From the Department of Medicine,*
Fred Hutchinson Cancer Center, University of Washington, Seattle, Washington; and the Department of Solid Organ and Cellular Transplantation,{dagger}
Legacy/Good Samaritan Hospital, Portland, Oregon

Proximal tubular cholesterol levels rise within 18 hours of diverse forms of acute renal tubular injury (eg, myoglobinuria, ischemia/reperfusion, urinary tract obstruction). These increments serve to protect against further bouts of tubular attack (so-called "acquired cytoresistance"). Whether these cholesterol increments are merely transitory, or persist into the maintenance phase of acute renal failure (ARF), has not been previously defined. Furthermore, whether subacute/insidious tubular injury [eg, cyclosporine A (CSA), tacrolimus toxicity], nontubular injury (eg, acute glomerulonephritis), or physiological stress (eg, mild dehydration) impact renal cholesterol homeostasis have not been addressed. This study sought to resolve these issues.
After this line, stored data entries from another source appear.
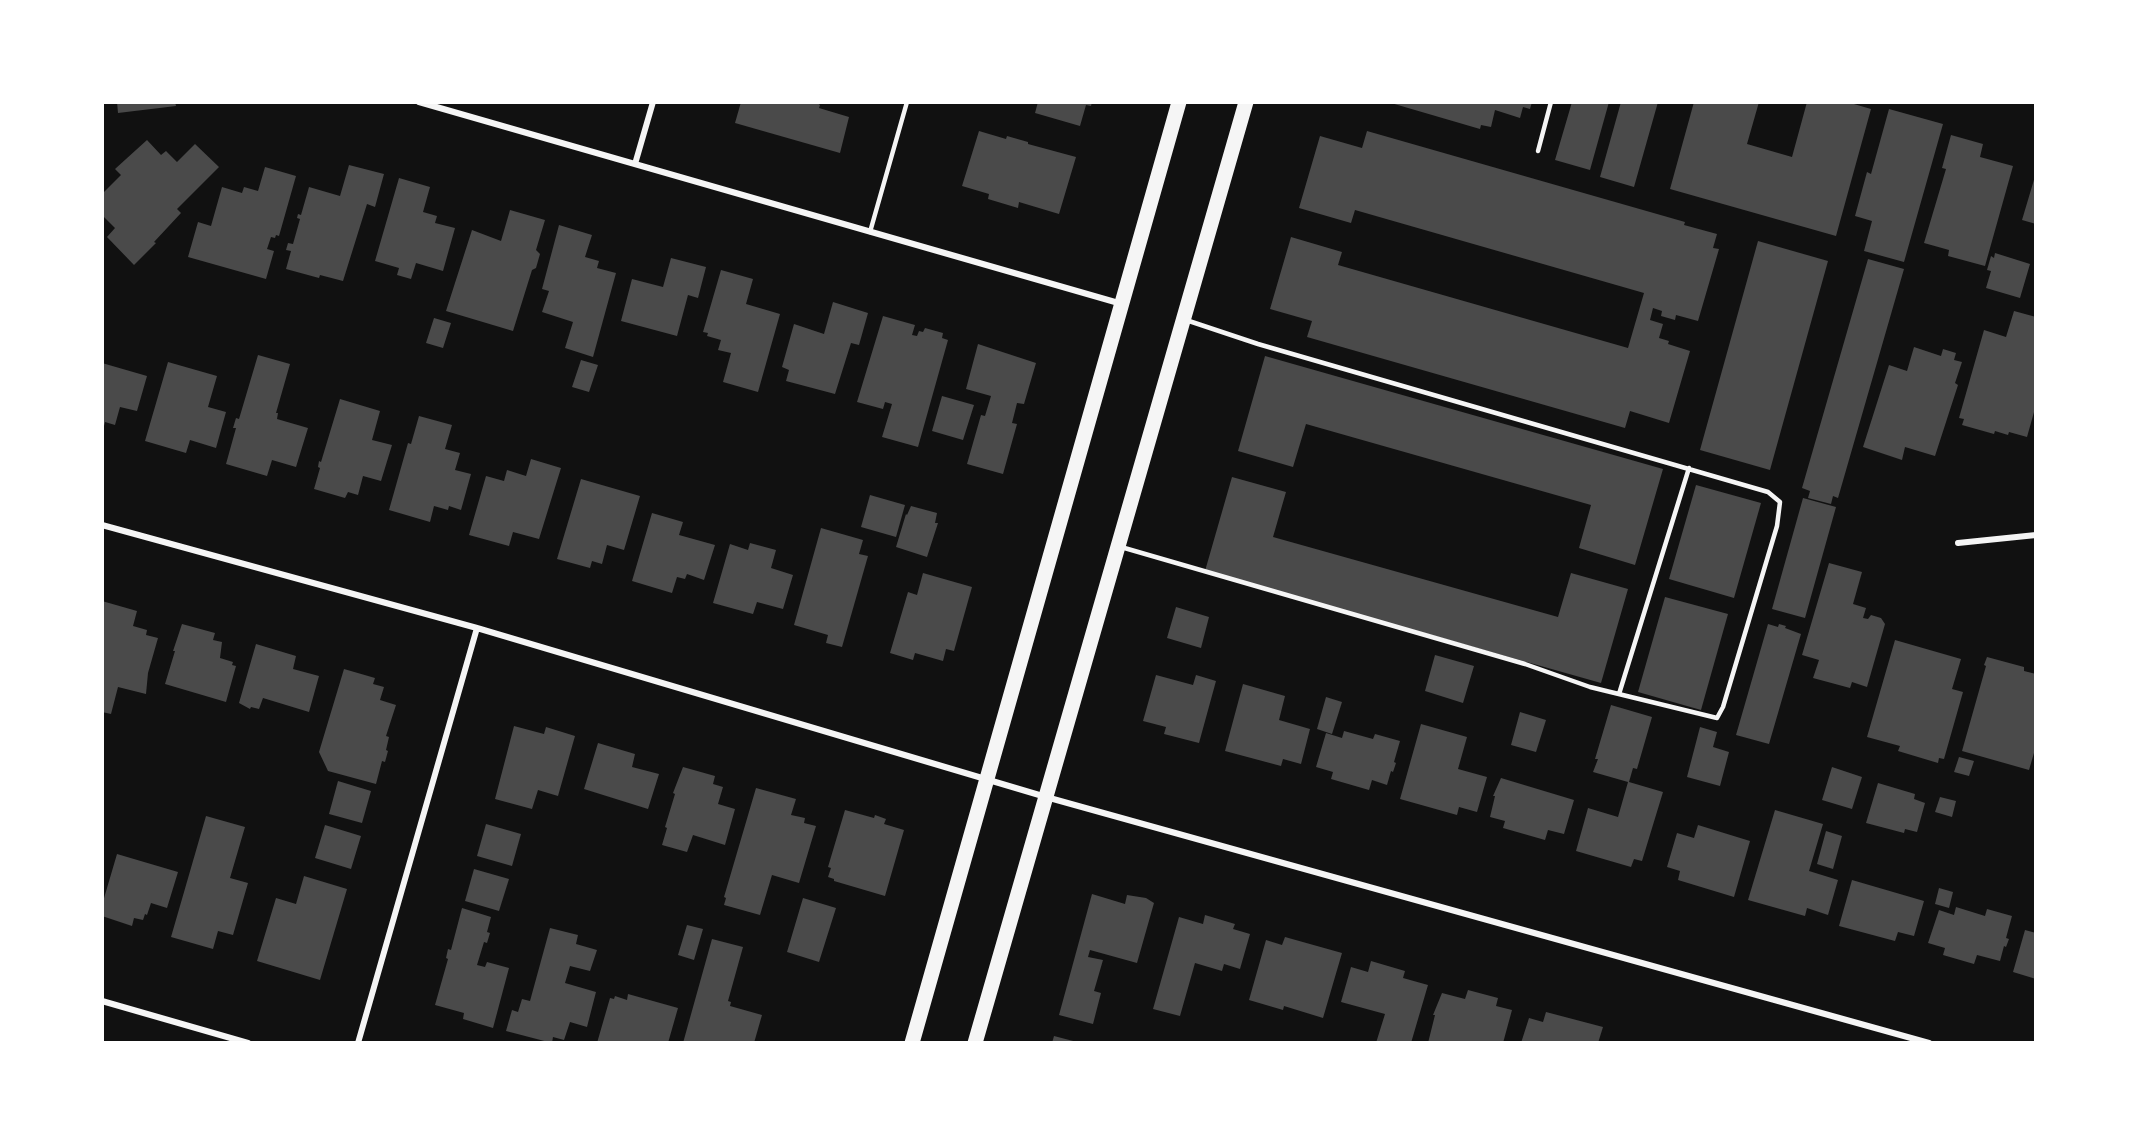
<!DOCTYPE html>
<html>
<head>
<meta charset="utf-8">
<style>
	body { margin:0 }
	#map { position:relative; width:2138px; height:1145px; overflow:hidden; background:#111; font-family:"PT Sans",sans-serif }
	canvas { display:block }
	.frame { position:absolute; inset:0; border:104px solid #fff; pointer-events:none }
</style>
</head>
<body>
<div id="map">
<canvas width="2138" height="1145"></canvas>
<div class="frame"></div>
</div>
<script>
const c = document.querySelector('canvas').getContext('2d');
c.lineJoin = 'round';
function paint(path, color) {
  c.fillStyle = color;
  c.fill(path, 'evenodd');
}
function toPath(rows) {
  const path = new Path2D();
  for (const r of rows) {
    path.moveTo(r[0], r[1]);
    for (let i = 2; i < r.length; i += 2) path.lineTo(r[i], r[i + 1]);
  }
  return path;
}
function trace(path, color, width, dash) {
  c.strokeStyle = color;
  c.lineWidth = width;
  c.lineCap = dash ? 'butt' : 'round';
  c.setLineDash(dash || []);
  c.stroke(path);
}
paint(toPath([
	[117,102,175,102,176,106,118,113],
	[741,102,816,102,820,105,819,108,849,117,840,153,735,123],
	[1038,102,1092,102,1091,106,1086,105,1080,126,1035,113],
	[1532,102,1530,109,1523,107,1520,118,1495,110,1491,127,1481,125,1480,129,1391,103],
	[1572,102,1609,102,1590,170,1555,160],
	[1621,102,1658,102,1634,187,1600,177],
	[1694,102,1759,102,1747,144,1792,157,1807,102,1847,102,1871,109,1836,236,1670,189],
	[1889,109,1943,124,1904,262,1864,251,1872,221,1855,216,1867,172,1871,174],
	[979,131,1006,139,1007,136,1028,142,1028,144,1076,157,1059,214,1019,202,1018,208,988,199,989,194,962,186],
	[1367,131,1685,222,1684,225,1717,234,1713,248,1719,249,1698,321,1676,315,1675,320,1661,316,1662,311,1653,308,1650,320,1663,324,1659,338,1669,341,1668,344,1690,351,1669,423,1630,411,1625,428,1307,337,1312,321,1270,309,1291,237,1342,252,1338,265,1628,348,1644,293,1355,210,1351,223,1299,208,1320,136,1362,148],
	[1951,135,1983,144,1980,157,2013,166,1985,266,1948,256,1949,250,1924,243,1946,169,1942,168],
	[147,140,161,155,166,151,177,162,195,144,219,167,177,209,181,213,154,242,156,243,134,265,107,237,115,228,102,215,102,194,121,175,115,169],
	[349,165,384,174,375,207,367,204,343,281,320,275,319,278,286,269,291,251,286,250,288,243,293,244,300,219,297,218,298,214,301,215,309,187,340,196],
	[265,167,296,176,279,236,276,235,275,238,271,237,267,249,274,251,266,279,188,257,198,222,211,226,222,187,242,193,244,187,258,191],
	[2036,173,2036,224,2022,220],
	[399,178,430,187,423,212,437,216,435,223,455,228,443,271,416,263,411,279,397,275,399,268,375,261],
	[510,210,545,220,536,250,540,254,536,268,532,270,513,331,446,311,472,230,501,241],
	[559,225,592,235,585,257,599,261,597,268,616,273,593,357,565,348,573,322,542,312,549,291,542,289],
	[1758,241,1828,261,1770,470,1700,450],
	[1995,253,2030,264,2020,298,1986,288,1991,271,1987,270,1991,256,1994,258],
	[671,258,706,267,698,298,688,295,677,336,621,321,632,279,663,287],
	[1868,259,1904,269,1838,498,1833,496,1831,504,1808,498,1810,491,1802,488],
	[721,270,753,279,746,304,780,314,758,392,723,382,731,353,718,350,721,340,707,336,708,333,703,332],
	[833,302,868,313,859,345,851,343,835,394,786,381,789,370,782,367,794,324,824,334],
	[2014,311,2036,317,2036,405,2027,437,2009,432,2008,435,1995,431,1994,434,1962,425,1964,419,1959,418,1984,330,2006,337],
	[883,316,915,325,912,335,917,336,919,331,923,332,925,328,943,333,942,338,948,340,918,447,882,437,892,404,885,402,883,409,857,402],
	[434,318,451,323,443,348,426,343],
	[978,344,1036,363,1024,404,1017,403,1012,423,1017,424,1003,474,967,464,981,415,985,416,991,396,966,389],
	[1914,347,1941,356,1943,349,1956,353,1954,360,1962,362,1955,383,1958,385,1935,456,1905,447,1902,460,1863,447,1889,365,1907,371],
	[258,355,290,364,276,413,278,413,277,419,308,428,296,467,272,460,267,476,226,464,236,428,233,428,236,418,239,419],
	[1265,356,1663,469,1635,565,1579,548,1591,505,1306,424,1293,467,1238,451],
	[581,360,598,365,589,392,572,387],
	[168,362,217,376,208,407,226,412,216,448,190,440,186,453,145,441],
	[102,363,147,376,137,411,120,407,115,425,105,422,103,430],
	[942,396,974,405,963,440,932,431],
	[340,399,380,411,372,440,392,445,381,481,363,476,358,495,348,492,345,498,314,489,320,468,318,467,319,461,321,462],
	[419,416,452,425,445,449,460,453,455,470,471,474,461,510,449,506,448,510,434,506,430,522,389,510,408,443,411,444],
	[531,459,561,468,539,539,513,532,509,546,469,535,486,476,504,481,507,470,526,476],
	[1232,477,1286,492,1273,537,1558,617,1571,573,1628,589,1601,683,1205,571],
	[581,479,640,496,624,550,607,545,602,564,592,561,590,568,557,559],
	[1696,485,1761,503,1734,598,1669,579],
	[870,495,905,505,896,537,861,527],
	[1803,498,1836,507,1805,618,1772,609],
	[911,506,937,513,935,523,938,523,927,557,896,547,906,514,907,515],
	[652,513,683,522,679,535,715,545,704,580,687,574,685,579,677,577,672,593,632,581],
	[821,528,863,540,859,554,868,556,842,647,826,643,828,635,794,625],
	[750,543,776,550,771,568,793,575,783,609,757,602,753,614,713,603,730,544,748,550],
	[1829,563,1862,572,1853,604,1866,608,1863,618,1868,619,1871,615,1881,618,1885,624,1867,687,1852,682,1850,688,1813,678,1819,660,1802,655],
	[923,573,972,587,954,651,946,649,943,661,915,653,913,660,890,653,908,592,917,595],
	[1665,597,1728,614,1701,710,1638,692],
	[102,601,137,611,133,626,147,630,146,635,158,638,148,673,146,694,118,687,111,714,102,712],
	[1176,607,1209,617,1201,648,1167,638],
	[182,624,215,633,213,640,222,642,220,658,233,662,232,665,236,666,226,702,165,684,175,651,173,651],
	[1768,624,1778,627,1779,624,1786,626,1785,628,1801,634,1769,744,1736,735],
	[1895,640,1961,659,1952,689,1963,692,1944,759,1939,758,1938,763,1898,751,1900,746,1867,737],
	[256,644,296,656,293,669,319,676,309,712,263,698,259,709,251,707,250,709,239,703],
	[1435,655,1474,666,1463,703,1425,691],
	[1987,657,2024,667,2024,671,2036,674,2036,746,2029,770,1962,751,1986,666,1984,665],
	[344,669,375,678,373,684,384,687,380,700,396,705,386,736,389,737,386,750,388,751,385,762,382,761,376,784,328,771,319,752],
	[1156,675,1193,685,1196,675,1216,681,1199,743,1164,734,1166,727,1143,721],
	[1243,684,1285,696,1279,720,1310,729,1301,764,1283,759,1281,766,1225,751],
	[1326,697,1342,702,1332,734,1317,729],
	[1611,705,1652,717,1637,769,1633,768,1629,782,1663,792,1642,861,1634,859,1631,867,1576,851,1588,808,1618,817,1628,782,1593,772,1598,759,1595,759],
	[1520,712,1546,720,1536,752,1511,745],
	[1421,724,1467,737,1458,769,1487,777,1477,812,1459,807,1457,815,1400,799],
	[514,726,544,734,546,727,575,736,558,796,538,790,532,809,495,799],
	[1700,727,1717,732,1713,747,1729,752,1720,786,1687,777],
	[1344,731,1373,739,1375,734,1400,741,1394,762,1396,763,1393,772,1391,771,1387,785,1372,780,1369,790,1331,779,1333,772,1316,767,1326,733,1342,738],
	[598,743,635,754,632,767,659,774,648,809,584,789],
	[1959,757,1974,761,1969,776,1954,772],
	[683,767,715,776,713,784,723,787,718,804,735,809,725,845,693,835,687,852,662,845,667,828,665,827,675,794,673,793],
	[1832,767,1862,777,1852,809,1822,800],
	[1501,778,1574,800,1564,834,1548,830,1545,840,1503,828,1505,821,1490,817,1495,796,1493,796],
	[338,781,371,791,362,823,329,814],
	[1878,783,1915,794,1914,799,1925,803,1917,832,1905,829,1904,833,1866,823],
	[756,788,796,799,791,815,805,818,804,823,816,826,799,883,772,875,760,915,724,905,726,898,724,897],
	[1940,797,1956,801,1952,817,1935,812],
	[845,810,874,818,875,815,886,819,884,824,904,830,885,896,834,881,834,879,828,877,831,868,828,867],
	[1775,810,1823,824,1809,871,1838,880,1828,915,1807,908,1805,916,1748,900],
	[206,816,245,827,230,878,248,883,233,935,218,931,213,949,171,937],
	[486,824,521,834,512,866,477,856],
	[325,825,361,836,351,869,315,858],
	[1698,825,1750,841,1734,897,1678,880,1680,871,1667,867,1677,833,1694,838],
	[1826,831,1842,836,1833,869,1817,864],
	[117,854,178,872,167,908,151,903,147,915,145,914,143,920,134,918,132,926,102,916,102,905],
	[474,869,509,879,499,911,465,901],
	[304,876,347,889,320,980,257,961,276,898,296,904],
	[1852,880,1924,901,1914,936,1898,932,1895,941,1839,926],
	[1939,888,1953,892,1949,908,1935,904],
	[1092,894,1125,904,1127,895,1146,898,1154,903,1137,963,1090,950,1088,957,1103,960,1094,991,1101,993,1093,1024,1059,1015],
	[803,898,836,908,819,962,787,952],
	[1956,907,1985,916,1987,909,2012,916,2006,938,2009,939,2006,947,2004,946,2000,961,1977,955,1974,964,1943,955,1945,948,1928,943,1939,910,1954,915],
	[462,908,491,917,487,932,490,933,487,943,484,942,477,965,485,967,487,962,509,968,493,1028,463,1019,464,1013,435,1005,448,959,446,958,448,949,451,950],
	[1205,915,1235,924,1233,929,1250,934,1240,969,1224,964,1222,971,1195,963,1180,1016,1153,1009,1179,917,1203,924],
	[687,925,703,929,694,960,678,955],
	[550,928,578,935,576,944,597,950,590,971,570,966,565,983,596,992,587,1027,570,1022,564,1040,553,1037,552,1043,506,1031,512,1010,518,1012,522,999,530,1001],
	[2025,930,2036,933,2036,979,2013,972],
	[1285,937,1342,953,1323,1018,1284,1006,1283,1010,1249,1000,1266,940,1282,945],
	[712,939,743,947,728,1001,731,1002,730,1006,762,1015,754,1043,683,1043],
	[1371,961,1405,971,1403,978,1428,985,1411,1043,1376,1043,1385,1014,1341,1002,1351,967,1368,972],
	[1468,990,1498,998,1496,1006,1512,1010,1503,1043,1428,1043,1435,1015,1433,1015,1442,993,1465,999],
	[628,994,678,1008,668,1043,597,1043,610,998,614,999,615,996,627,1000],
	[1546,1012,1603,1027,1598,1043,1521,1043,1529,1018,1543,1022],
	[1054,1036,1077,1042,1077,1043,1052,1043]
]), '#4a4a4a');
trace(toPath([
	[1538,151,1551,102],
	[870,232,907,102],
	[1121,547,1525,664,1590,687,1717,718,1723,707,1777,526,1780,502,1768,492,1258,344,1186,320],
	[1619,694,1689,468]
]), '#f5f5f5', 4.5);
trace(toPath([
	[419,102,1122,304],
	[635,164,653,102],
	[102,525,477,628,1046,797,1929,1043],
	[1958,543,2036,535],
	[102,1001,248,1043],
	[358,1043,477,628]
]), '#f5f5f5', 6);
trace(toPath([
	[912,1043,1179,102],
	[975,1043,1246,102]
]), '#f5f5f5', 15);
</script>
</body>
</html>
Male CD-1 mice were subjected to glycerol-induced ARF. Renal cortical-free cholesterol (FC) and cholesterol ester (CE) levels were determined 3, 5, 7, or 14 days later, and the values contrasted to prevailing blood-urea nitrogen concentrations. The impact of 40 minutes of unilateral renal ischemia plus reflow (3 to 6 days) on mouse cortical FC/CE content was also assessed. Additionally, FC/CE levels were measured in rat renal cortex either 10 days after CSA or tacrolimus therapy, or 48 hours after induction of nephrotoxic serum nephritis. Finally, the impact of overnight dehydration on mouse renal cortical/medullary FC/CE profiles was determined. Compared to sham-treated animals, glycerol, CSA, tacrolimus, ischemia-reperfusion, and nephrotoxic serum each induced dramatic CE ± FC elevations, rising as much as 10x control values. In the glycerol model, striking correlations (r <= 0.99) between FC/CE and blood-urea nitrogen levels were observed. The FC/CE increases were specific to damaged kidney (glycerol did not raise hepatic FC/CE; unilateral renal ischemia did not alter contralateral renal FC/CE levels). Overnight dehydration raised renal CE levels, most notably in the medulla. Conclusions: FC/CE accumulation is a hallmark of the maintenance phase of ischemic and nephrotoxic ARF, and can reflect its severity. That cholesterol accumulation can result from glomerular injury and dehydration suggests that it is a generic renal stress response, with potential relevance extending beyond just the phenomenon of acquired cytoresistance.